● **Work request**
All lines in the entries below that hold "JSON" make up the answer.

● **The input**
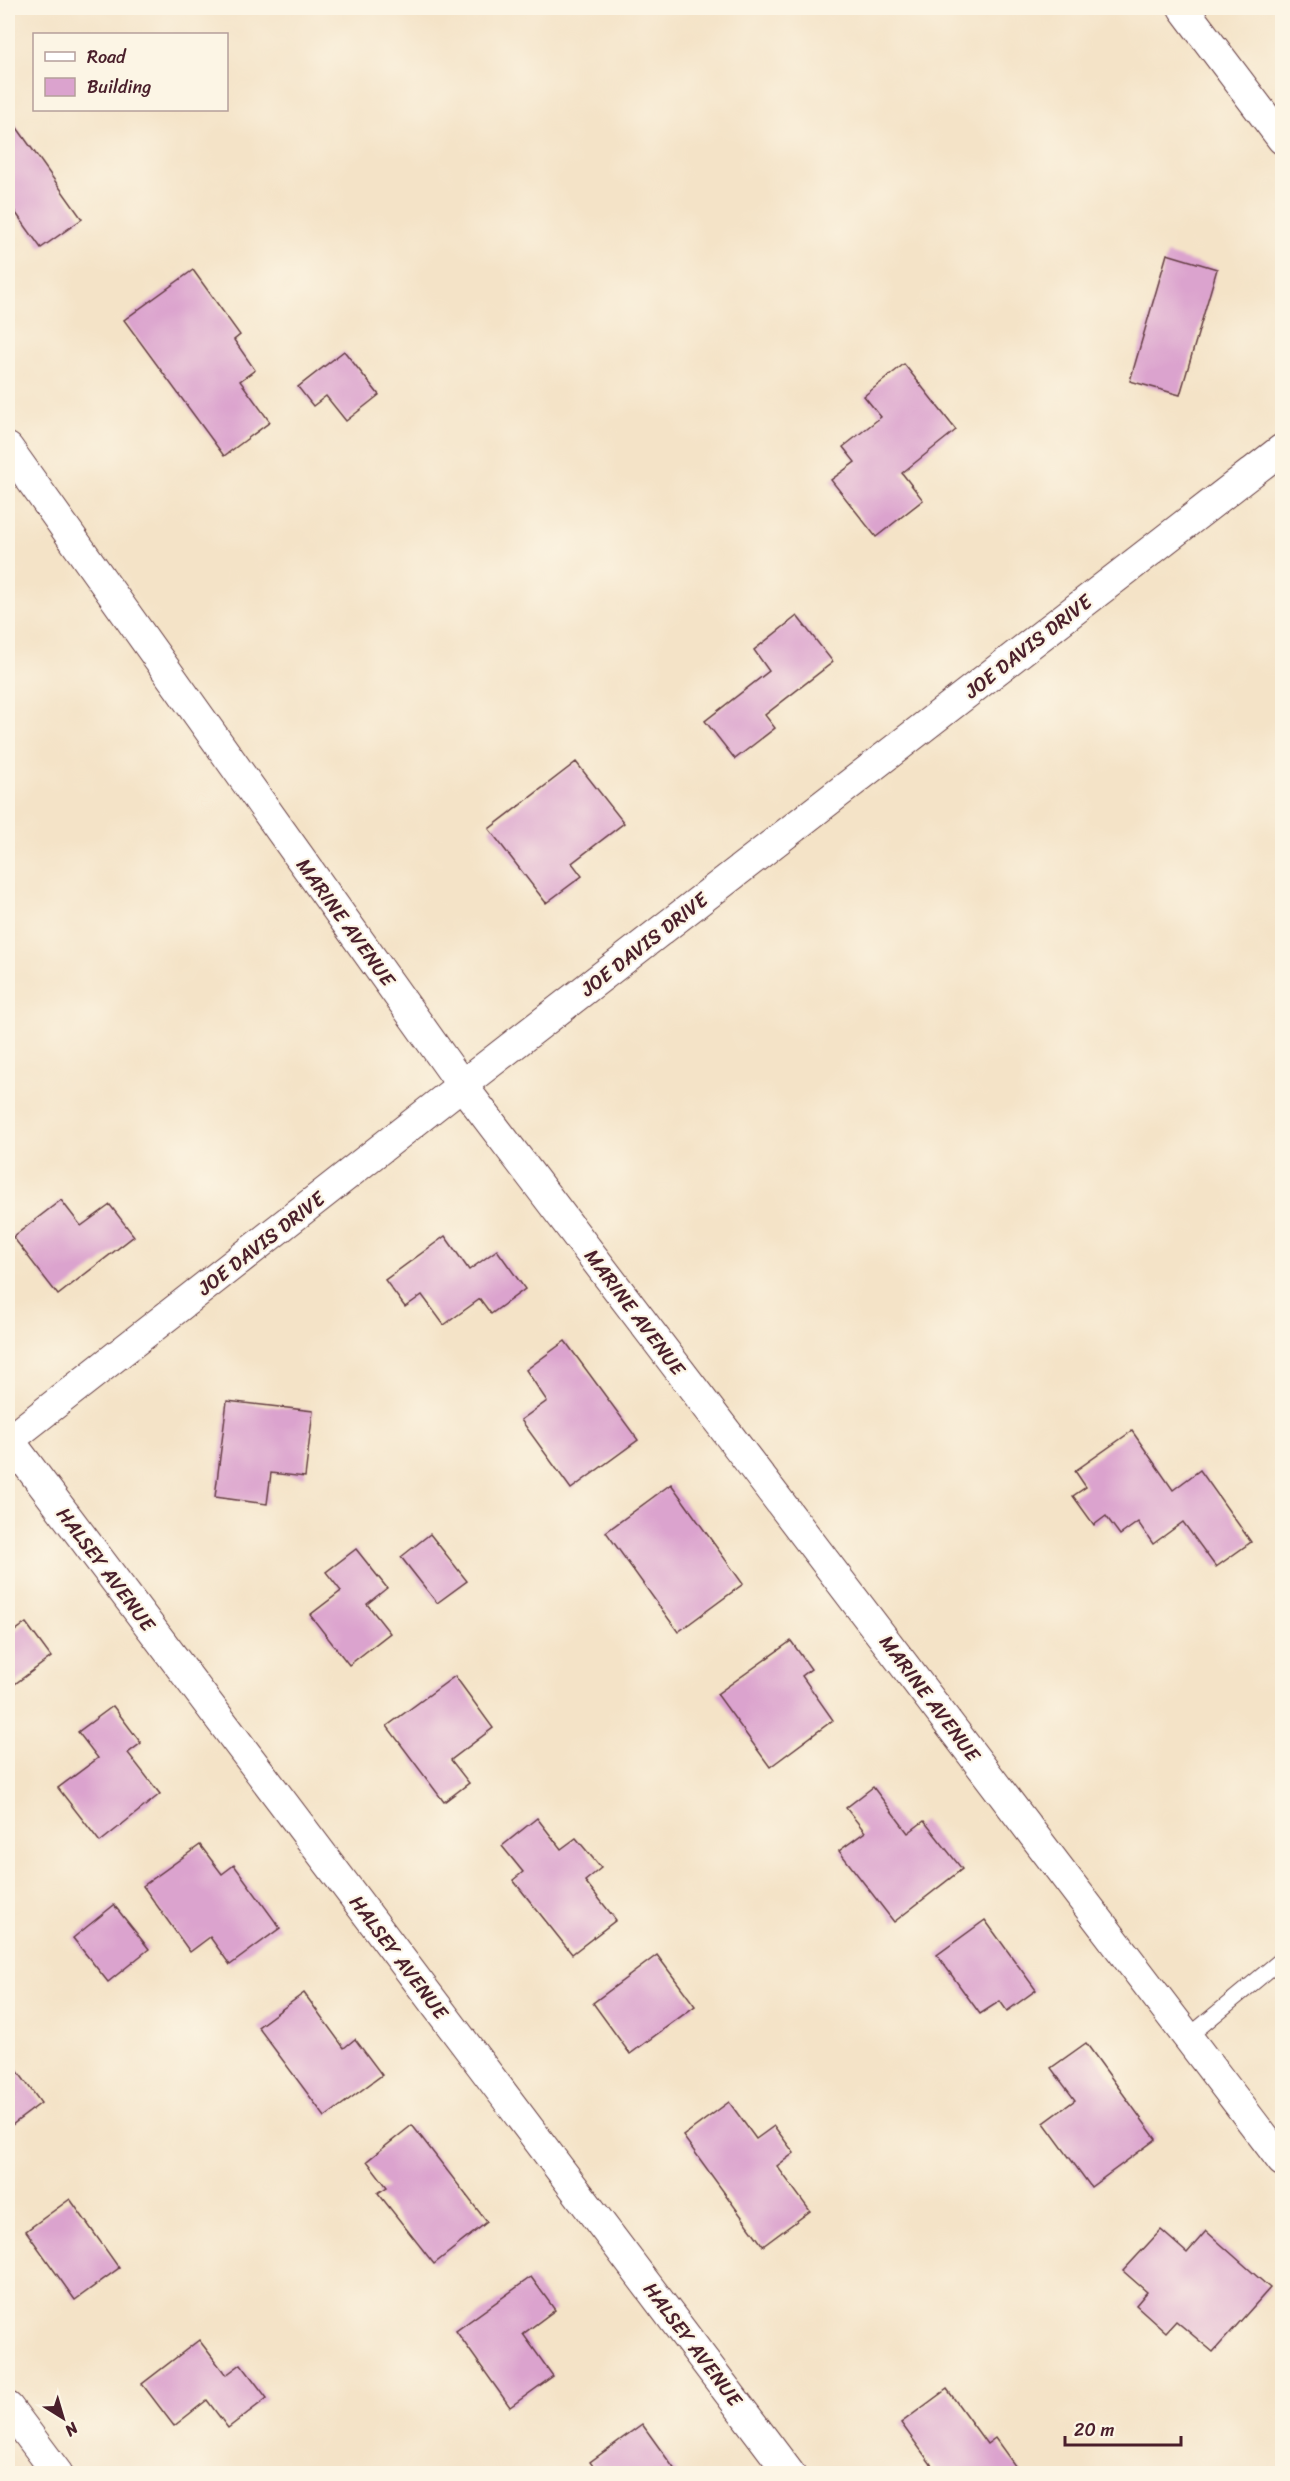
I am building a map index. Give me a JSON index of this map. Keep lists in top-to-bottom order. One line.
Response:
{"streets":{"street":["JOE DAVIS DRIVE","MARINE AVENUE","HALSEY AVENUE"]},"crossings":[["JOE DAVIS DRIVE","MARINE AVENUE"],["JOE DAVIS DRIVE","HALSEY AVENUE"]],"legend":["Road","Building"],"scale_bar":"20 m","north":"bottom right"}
...
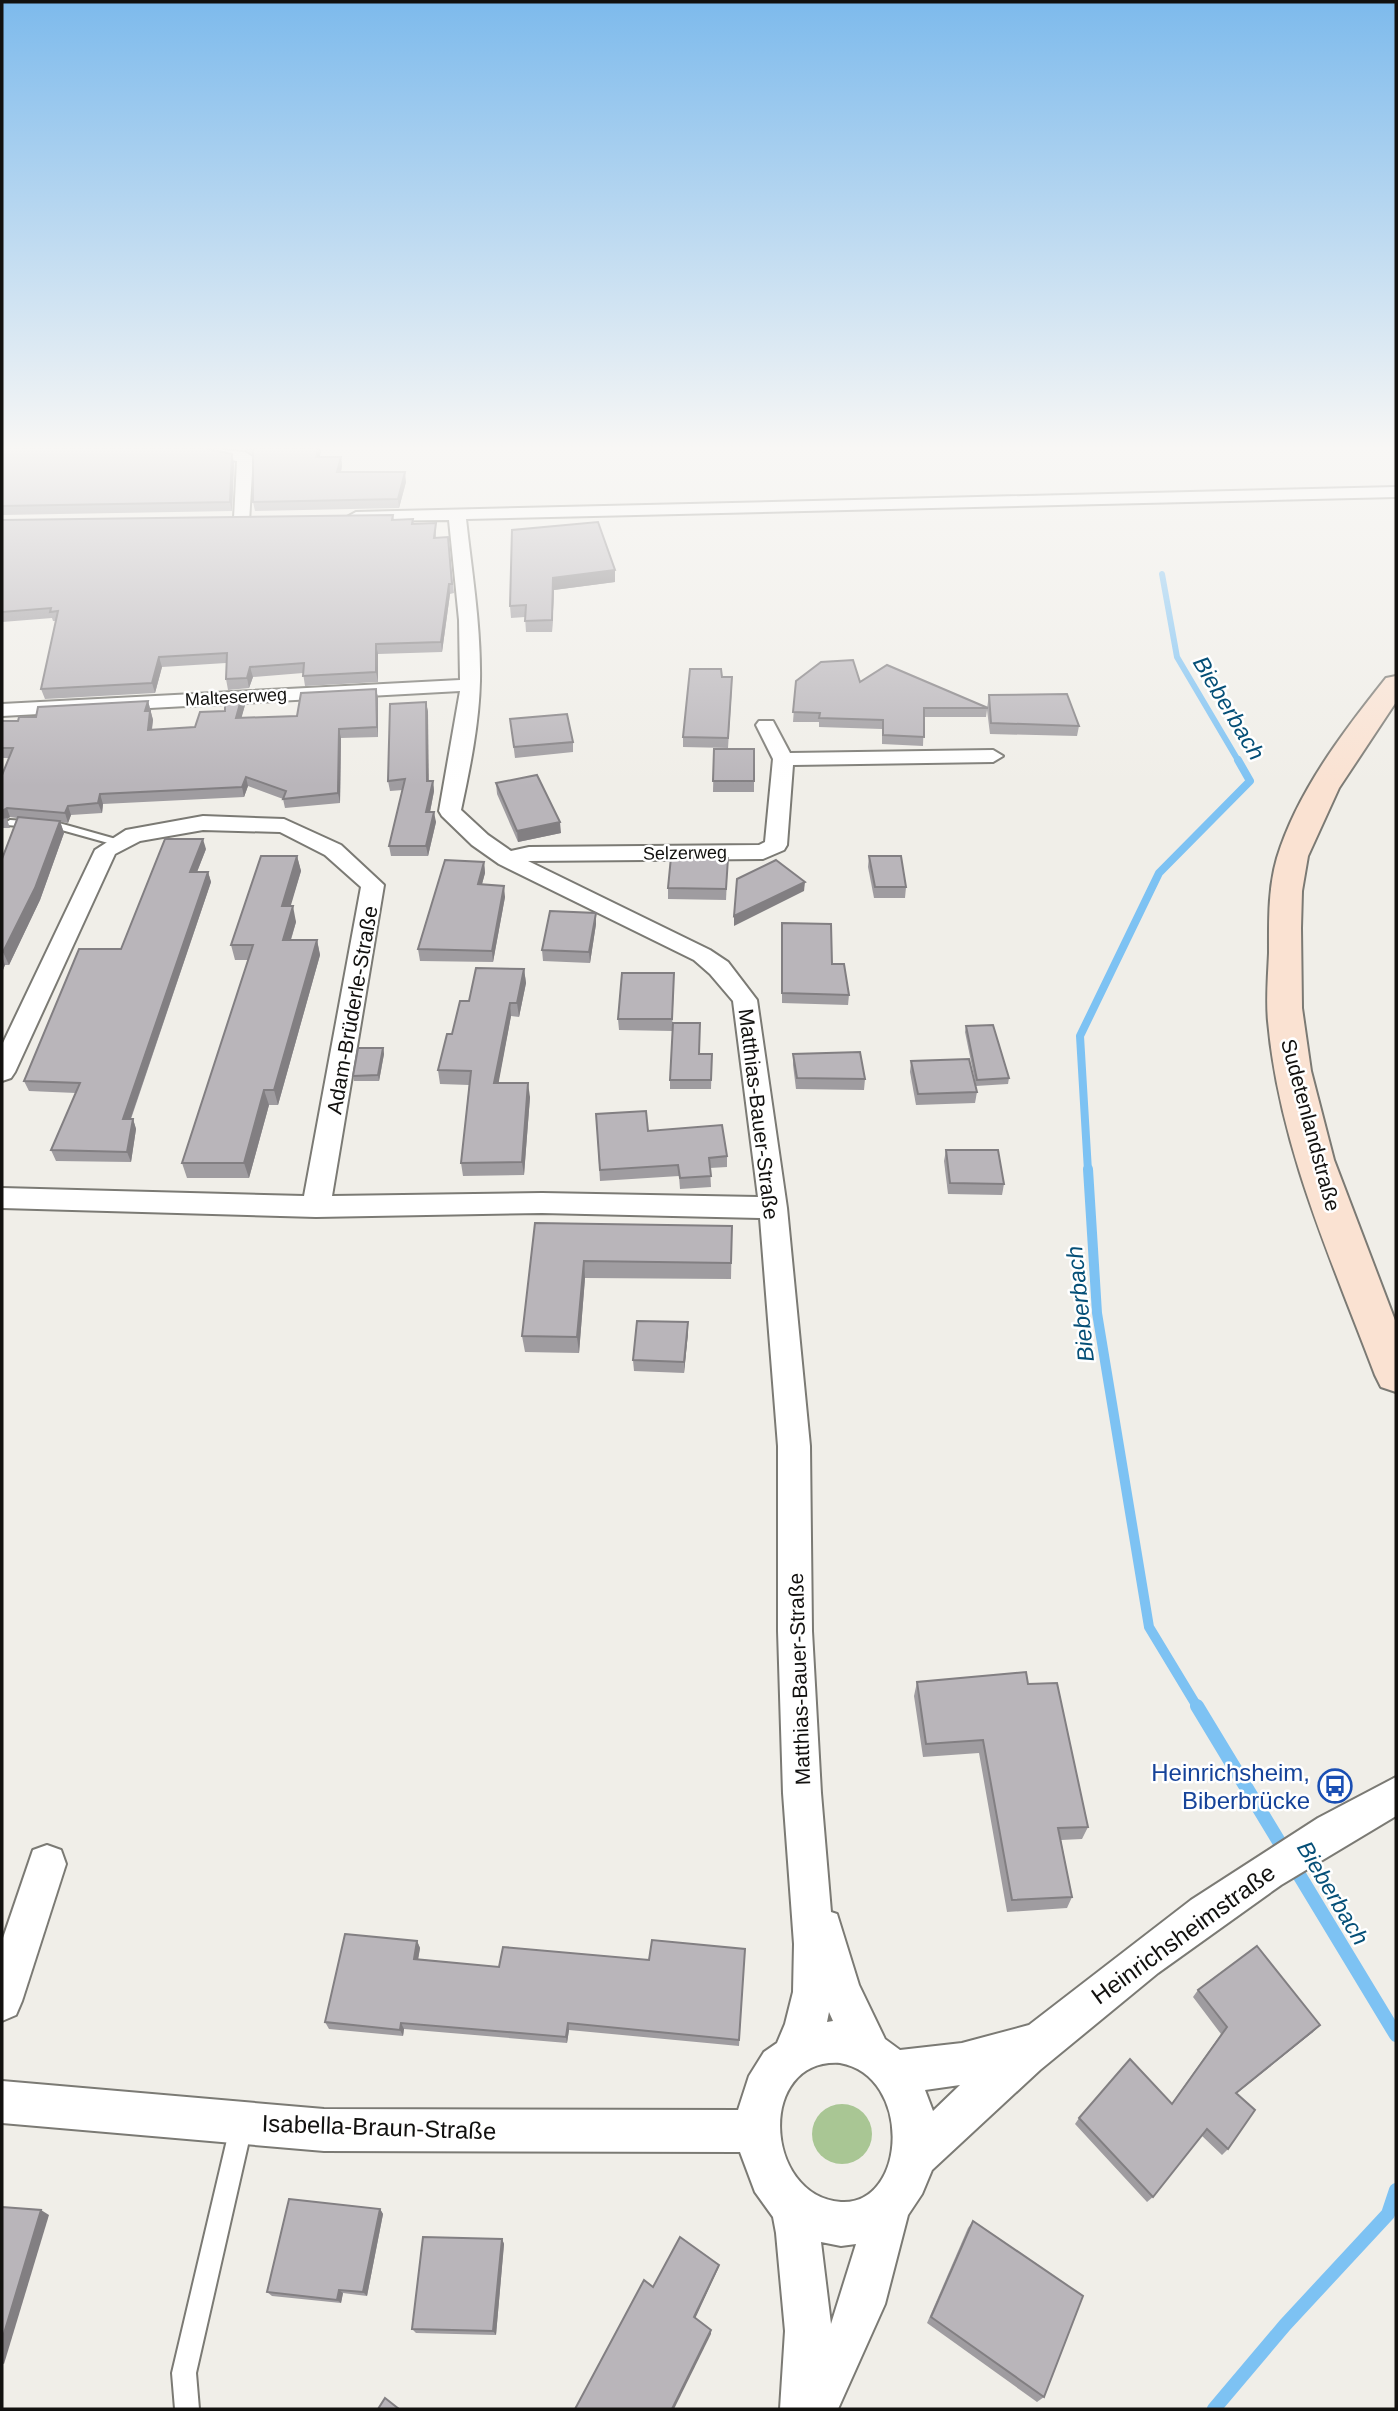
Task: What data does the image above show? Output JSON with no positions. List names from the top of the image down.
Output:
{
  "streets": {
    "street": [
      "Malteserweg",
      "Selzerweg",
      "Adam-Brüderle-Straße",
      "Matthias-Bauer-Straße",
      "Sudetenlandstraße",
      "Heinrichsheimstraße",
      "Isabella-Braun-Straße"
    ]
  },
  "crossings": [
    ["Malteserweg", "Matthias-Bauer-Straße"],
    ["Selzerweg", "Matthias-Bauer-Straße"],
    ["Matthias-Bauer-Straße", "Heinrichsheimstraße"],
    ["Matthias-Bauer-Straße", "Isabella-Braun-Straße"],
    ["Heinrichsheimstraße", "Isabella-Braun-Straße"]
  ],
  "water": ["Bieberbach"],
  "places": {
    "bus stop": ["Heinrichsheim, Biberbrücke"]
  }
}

● **Solution to this exercise**
I am building a map index. Give me a JSON index of this map. Keep lists in top-to-bottom order. One line.
Task: What data does the image above show? Output JSON with no positions. List names from the top of the image down.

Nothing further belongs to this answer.